Subj 1: WvsA = 0.164989431658
Subj 2: WvsA = 0.177369188205
Subj 3: WvsA = 0.208460841171
Subj 4: WvsA = 0.214482490154
Subj 5: WvsA = 0.195481255048
Subj 6: WvsA = 0.197036459013
Subj 7: WvsA = 0.172807390315
Subj 8: WvsA = 0.223990387603
Subj 9: WvsA = 0.159965587744
Subj 10: WvsA = 0.15483698521
Subj 11: WvsA = 0.23261309099
Subj 12: WvsA = 0.221226839507
Subj 13: WvsA = 0.249240646473
Subj 14: WvsA = 0.0882793360337
Subj 15: WvsA = 0.137179304274
Subj 16: WvsA = 0.208124479738
Subj 17: WvsA = 0.210025592828

In [8]:
plt.figure(figsize=(1.5,5))
plt.violinplot(within_across[:,1:].mean(0), showextrema=False)
plt.scatter(1, within_across[:,0].mean(0))
plt.gca().xaxis.set_visible(False)
plt.ylabel('Within vs across boundary correlation')


Out[8]:
<matplotlib.text.Text at 0x7f130476eba8>

Comparing model boundaries to human-labeled boundaries

We can also compare the event bounds from the model to human-labeled event boundaries.

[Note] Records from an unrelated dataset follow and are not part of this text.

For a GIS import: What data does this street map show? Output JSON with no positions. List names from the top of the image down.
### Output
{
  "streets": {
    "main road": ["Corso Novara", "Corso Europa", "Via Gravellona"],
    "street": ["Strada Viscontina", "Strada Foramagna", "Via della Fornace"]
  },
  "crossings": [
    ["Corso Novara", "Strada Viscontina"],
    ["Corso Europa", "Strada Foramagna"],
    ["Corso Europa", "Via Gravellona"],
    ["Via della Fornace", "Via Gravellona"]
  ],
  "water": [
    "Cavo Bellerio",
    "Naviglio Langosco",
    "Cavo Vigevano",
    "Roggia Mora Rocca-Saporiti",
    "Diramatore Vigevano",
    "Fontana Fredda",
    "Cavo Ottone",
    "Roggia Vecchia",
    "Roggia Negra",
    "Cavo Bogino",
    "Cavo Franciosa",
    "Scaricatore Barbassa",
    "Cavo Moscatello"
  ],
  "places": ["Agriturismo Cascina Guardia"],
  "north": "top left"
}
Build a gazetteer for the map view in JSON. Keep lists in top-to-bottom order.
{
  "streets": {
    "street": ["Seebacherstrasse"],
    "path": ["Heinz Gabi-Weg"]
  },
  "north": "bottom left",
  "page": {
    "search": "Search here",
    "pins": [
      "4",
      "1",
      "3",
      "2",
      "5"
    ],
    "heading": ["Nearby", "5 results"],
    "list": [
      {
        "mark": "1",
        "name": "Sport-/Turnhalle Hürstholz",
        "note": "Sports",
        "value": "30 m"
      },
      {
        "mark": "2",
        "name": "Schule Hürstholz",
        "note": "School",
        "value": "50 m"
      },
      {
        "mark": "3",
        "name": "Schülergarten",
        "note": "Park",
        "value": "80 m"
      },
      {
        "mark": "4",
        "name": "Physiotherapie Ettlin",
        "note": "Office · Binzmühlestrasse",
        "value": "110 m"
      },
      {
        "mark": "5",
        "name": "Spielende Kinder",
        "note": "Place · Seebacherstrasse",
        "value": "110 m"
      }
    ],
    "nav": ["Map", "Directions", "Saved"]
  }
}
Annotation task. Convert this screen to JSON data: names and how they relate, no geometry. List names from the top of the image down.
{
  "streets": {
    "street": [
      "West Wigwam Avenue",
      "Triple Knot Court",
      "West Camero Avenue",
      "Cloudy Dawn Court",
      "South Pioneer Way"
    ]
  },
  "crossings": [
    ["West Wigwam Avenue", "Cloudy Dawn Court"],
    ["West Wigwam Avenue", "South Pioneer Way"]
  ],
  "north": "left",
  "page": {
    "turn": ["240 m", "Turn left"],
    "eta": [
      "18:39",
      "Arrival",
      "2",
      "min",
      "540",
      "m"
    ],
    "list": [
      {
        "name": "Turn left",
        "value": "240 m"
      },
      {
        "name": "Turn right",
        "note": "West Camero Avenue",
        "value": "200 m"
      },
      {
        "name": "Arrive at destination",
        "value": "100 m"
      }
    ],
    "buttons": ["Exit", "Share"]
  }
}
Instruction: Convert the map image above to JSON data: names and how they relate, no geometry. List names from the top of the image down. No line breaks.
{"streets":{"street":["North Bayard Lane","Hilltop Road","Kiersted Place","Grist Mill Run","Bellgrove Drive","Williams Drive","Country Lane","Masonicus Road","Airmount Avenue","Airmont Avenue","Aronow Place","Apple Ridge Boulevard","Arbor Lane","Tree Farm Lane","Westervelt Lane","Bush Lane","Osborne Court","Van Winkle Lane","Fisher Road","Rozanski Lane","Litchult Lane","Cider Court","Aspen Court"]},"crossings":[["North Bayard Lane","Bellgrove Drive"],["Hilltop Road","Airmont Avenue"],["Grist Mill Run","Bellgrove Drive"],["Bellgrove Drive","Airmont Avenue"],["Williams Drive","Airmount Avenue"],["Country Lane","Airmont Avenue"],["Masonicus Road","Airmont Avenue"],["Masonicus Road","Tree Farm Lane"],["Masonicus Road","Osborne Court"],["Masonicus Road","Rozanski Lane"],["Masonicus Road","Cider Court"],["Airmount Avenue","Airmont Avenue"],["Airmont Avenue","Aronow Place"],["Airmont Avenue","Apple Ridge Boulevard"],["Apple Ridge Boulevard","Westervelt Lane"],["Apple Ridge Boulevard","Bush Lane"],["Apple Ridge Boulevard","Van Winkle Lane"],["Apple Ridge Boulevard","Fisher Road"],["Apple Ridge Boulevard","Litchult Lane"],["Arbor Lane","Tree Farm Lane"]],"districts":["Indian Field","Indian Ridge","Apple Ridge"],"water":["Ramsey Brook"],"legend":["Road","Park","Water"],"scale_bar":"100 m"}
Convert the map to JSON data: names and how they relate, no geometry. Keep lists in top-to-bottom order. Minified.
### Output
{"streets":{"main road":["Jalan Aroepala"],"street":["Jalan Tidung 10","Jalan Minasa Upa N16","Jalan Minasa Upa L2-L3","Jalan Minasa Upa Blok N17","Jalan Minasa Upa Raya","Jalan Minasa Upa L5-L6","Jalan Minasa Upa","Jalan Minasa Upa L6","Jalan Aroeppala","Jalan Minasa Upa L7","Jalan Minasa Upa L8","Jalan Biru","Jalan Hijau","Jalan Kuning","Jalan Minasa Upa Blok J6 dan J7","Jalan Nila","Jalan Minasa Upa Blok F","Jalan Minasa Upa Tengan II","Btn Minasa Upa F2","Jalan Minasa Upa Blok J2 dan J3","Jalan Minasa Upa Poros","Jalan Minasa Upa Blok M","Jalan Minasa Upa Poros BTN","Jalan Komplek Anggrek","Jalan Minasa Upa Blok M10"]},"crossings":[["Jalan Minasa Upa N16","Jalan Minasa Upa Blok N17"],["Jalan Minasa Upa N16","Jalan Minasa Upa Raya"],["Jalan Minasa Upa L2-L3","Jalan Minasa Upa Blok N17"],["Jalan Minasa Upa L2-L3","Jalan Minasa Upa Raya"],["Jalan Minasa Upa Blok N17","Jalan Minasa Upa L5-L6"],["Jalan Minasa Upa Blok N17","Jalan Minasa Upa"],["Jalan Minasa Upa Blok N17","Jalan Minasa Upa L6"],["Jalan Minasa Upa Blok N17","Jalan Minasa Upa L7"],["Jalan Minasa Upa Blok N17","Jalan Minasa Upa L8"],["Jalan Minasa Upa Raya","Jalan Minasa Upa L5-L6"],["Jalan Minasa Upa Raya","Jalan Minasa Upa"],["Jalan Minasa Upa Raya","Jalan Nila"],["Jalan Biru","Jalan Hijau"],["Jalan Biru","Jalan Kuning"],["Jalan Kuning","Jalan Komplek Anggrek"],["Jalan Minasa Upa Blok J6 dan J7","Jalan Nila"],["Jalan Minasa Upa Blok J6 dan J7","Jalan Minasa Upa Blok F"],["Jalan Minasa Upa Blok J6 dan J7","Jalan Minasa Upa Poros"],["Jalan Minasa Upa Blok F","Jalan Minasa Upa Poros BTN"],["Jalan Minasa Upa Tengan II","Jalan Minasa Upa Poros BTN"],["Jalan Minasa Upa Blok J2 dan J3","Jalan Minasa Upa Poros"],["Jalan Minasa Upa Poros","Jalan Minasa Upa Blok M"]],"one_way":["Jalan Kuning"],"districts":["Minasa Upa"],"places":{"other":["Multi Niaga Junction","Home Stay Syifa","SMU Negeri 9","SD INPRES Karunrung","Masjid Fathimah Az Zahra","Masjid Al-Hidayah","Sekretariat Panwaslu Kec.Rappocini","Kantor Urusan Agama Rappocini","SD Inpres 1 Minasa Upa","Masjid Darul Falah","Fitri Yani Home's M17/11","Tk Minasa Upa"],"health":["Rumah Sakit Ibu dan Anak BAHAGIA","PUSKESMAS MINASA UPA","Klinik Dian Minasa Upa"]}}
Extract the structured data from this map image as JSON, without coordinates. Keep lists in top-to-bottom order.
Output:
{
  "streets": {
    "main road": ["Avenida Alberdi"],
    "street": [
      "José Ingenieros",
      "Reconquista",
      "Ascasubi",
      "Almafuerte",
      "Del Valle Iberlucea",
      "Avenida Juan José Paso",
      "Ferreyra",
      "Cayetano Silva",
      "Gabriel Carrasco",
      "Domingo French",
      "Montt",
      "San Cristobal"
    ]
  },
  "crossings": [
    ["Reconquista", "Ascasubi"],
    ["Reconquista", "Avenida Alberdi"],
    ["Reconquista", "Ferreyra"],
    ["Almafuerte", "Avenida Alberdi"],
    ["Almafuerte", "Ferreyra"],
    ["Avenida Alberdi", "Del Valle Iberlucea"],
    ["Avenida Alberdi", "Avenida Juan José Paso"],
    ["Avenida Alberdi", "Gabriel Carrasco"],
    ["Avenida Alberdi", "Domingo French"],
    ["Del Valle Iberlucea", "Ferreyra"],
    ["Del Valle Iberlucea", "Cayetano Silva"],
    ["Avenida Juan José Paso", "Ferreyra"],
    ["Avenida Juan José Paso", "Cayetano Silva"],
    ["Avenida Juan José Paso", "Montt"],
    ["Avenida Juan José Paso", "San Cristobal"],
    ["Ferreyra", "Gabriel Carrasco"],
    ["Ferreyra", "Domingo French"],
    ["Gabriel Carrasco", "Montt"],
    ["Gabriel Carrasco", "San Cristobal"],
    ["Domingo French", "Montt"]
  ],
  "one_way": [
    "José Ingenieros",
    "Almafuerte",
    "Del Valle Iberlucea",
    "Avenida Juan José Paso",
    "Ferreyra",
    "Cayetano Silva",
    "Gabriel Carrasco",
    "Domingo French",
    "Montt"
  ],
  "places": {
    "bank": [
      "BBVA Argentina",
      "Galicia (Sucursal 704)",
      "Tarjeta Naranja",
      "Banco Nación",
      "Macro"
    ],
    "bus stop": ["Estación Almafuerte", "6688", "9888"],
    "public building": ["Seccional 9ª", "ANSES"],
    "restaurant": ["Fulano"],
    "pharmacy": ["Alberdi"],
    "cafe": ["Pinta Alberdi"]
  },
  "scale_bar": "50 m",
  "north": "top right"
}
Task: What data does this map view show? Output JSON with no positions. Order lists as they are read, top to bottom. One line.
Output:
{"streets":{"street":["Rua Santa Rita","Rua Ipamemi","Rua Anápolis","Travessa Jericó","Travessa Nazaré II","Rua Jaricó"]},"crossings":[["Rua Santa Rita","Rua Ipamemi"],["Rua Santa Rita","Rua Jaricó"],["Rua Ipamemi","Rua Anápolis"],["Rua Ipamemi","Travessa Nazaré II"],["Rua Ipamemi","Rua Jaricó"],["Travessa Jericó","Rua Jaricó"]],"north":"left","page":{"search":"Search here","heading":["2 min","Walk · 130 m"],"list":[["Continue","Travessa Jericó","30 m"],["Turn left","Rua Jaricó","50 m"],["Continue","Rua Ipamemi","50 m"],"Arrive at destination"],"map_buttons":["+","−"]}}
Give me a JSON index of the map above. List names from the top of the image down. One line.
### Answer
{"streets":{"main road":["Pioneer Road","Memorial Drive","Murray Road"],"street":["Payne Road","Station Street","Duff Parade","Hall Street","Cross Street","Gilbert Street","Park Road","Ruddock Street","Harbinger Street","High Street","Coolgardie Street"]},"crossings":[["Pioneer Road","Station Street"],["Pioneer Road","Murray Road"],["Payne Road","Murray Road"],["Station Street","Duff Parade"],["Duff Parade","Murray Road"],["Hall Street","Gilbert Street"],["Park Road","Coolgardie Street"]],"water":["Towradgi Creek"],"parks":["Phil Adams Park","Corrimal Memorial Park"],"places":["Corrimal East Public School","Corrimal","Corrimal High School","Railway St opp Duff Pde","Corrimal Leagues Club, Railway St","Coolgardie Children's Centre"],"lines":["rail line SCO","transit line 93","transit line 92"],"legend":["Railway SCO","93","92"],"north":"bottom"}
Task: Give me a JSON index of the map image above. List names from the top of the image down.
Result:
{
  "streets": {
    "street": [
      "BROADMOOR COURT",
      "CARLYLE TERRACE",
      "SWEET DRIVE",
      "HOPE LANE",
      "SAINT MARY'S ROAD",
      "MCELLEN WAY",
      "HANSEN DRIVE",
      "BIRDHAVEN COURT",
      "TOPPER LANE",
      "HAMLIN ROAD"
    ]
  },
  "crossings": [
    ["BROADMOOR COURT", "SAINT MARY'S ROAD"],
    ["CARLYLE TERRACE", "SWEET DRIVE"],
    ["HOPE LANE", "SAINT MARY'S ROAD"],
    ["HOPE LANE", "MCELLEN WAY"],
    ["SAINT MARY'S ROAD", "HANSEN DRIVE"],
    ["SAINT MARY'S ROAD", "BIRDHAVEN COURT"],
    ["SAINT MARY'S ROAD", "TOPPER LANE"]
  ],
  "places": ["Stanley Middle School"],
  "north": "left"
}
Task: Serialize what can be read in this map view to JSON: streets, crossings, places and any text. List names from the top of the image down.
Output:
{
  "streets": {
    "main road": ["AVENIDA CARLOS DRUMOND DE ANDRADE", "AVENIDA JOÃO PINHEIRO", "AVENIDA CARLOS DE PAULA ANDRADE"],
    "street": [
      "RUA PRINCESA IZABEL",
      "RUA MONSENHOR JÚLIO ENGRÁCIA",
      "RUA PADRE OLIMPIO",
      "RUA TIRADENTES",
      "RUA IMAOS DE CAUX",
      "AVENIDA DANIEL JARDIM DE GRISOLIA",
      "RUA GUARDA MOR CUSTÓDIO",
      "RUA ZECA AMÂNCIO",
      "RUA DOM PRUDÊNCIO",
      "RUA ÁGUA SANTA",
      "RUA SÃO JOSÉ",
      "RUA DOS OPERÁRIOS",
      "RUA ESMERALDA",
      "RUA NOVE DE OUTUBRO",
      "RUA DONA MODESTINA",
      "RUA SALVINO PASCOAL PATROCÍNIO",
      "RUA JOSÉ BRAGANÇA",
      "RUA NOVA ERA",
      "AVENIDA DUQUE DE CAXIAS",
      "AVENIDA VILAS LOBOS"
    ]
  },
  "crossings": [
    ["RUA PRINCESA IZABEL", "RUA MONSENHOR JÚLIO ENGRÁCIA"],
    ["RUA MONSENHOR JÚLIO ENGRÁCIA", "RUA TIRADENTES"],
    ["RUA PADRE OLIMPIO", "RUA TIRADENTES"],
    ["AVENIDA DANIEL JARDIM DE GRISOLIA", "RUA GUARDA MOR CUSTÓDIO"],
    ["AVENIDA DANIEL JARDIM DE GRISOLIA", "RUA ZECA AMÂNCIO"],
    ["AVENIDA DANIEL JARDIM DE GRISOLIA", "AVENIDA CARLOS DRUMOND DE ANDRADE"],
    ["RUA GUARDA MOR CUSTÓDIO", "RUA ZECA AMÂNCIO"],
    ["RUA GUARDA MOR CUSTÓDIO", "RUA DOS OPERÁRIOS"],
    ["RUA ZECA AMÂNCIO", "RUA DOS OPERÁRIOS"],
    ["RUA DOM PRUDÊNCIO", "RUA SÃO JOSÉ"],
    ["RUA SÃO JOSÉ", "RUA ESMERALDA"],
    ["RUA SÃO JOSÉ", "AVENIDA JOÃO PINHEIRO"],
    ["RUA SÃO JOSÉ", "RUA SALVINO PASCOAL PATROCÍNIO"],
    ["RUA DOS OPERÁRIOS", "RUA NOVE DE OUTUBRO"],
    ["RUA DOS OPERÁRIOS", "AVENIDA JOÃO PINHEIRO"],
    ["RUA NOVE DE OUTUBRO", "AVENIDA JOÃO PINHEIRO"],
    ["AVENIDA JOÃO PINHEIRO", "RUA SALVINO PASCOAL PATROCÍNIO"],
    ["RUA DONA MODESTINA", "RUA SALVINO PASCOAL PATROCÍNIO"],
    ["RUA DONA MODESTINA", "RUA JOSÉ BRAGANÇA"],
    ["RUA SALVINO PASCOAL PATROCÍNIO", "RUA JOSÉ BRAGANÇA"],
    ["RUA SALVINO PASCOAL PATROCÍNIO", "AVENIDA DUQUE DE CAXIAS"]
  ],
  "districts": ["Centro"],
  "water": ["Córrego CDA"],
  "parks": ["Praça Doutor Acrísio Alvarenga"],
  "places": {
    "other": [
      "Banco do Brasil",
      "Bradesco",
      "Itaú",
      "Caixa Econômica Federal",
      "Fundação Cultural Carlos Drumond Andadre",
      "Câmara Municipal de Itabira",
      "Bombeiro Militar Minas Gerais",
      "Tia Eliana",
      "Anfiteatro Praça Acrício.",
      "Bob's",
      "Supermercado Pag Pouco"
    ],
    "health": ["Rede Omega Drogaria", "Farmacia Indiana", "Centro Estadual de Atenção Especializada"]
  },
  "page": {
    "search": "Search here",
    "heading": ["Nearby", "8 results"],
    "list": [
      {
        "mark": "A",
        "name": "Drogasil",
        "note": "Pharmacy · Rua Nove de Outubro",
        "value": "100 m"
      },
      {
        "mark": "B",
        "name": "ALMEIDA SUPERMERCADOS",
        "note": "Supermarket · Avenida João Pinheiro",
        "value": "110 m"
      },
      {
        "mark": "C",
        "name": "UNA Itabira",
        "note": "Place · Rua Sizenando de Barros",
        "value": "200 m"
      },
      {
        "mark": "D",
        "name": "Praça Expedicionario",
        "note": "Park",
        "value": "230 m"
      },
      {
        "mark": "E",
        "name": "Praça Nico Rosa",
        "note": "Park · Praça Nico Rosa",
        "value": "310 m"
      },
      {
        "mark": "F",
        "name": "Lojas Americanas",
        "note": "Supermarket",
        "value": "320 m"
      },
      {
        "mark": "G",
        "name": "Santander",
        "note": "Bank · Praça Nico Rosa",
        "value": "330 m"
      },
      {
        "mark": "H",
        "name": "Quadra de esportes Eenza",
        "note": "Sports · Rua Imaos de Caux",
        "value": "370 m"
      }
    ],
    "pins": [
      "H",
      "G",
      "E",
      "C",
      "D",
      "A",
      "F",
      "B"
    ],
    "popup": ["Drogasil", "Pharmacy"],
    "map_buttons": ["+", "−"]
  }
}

Since there is some ambiguity in both the stimulus and the model about exactly which timepoint the transition occurs at, we will count two boundaries as being a "match" if they are within 3 TRs (4.5 seconds) of each other.

To determine whether the match is statistically significant, we generate permuted versions of the model boundaries as above. This gives as a null model for comparison (i.e. how often will a human and model bound be within 3 TRs of each other by chance?).


In [9]:
event_counts = np.diff(np.concatenate(([0],bounds,[nTR])))
np.random.seed(0)
nPerm = 1000
match = np.zeros(nPerm+1)
perm_bounds = bounds
for p in range(nPerm+1):
    for hb in human_bounds:
        if np.any(np.abs(perm_bounds - hb) <= 3):
            match[p] += 1
    match[p] /= len(human_bounds)
    
    perm_counts = np.random.permutation(event_counts)
    perm_bounds = np.cumsum(perm_counts)[:-1]

plt.figure(figsize=(2,4))
plt.violinplot(match[1:], showextrema=False)
plt.scatter(1, match[0])
plt.gca().xaxis.set_visible(False)
plt.ylabel('Human-model match')
print('p = ' + str(norm.sf((match[0]-match[1:].mean())/match[1:].std())))


p = 1.95491295074e-05

Aligning movie and recall data

A simple model of free recall is that a subject will revisit the same sequence of events experienced during perception, but the lengths of the events will not be identical between perception and recall. We can fit this model by separately estimating event boundaries in movie and recall data, while constraining the event patterns to be the same across the two datasets.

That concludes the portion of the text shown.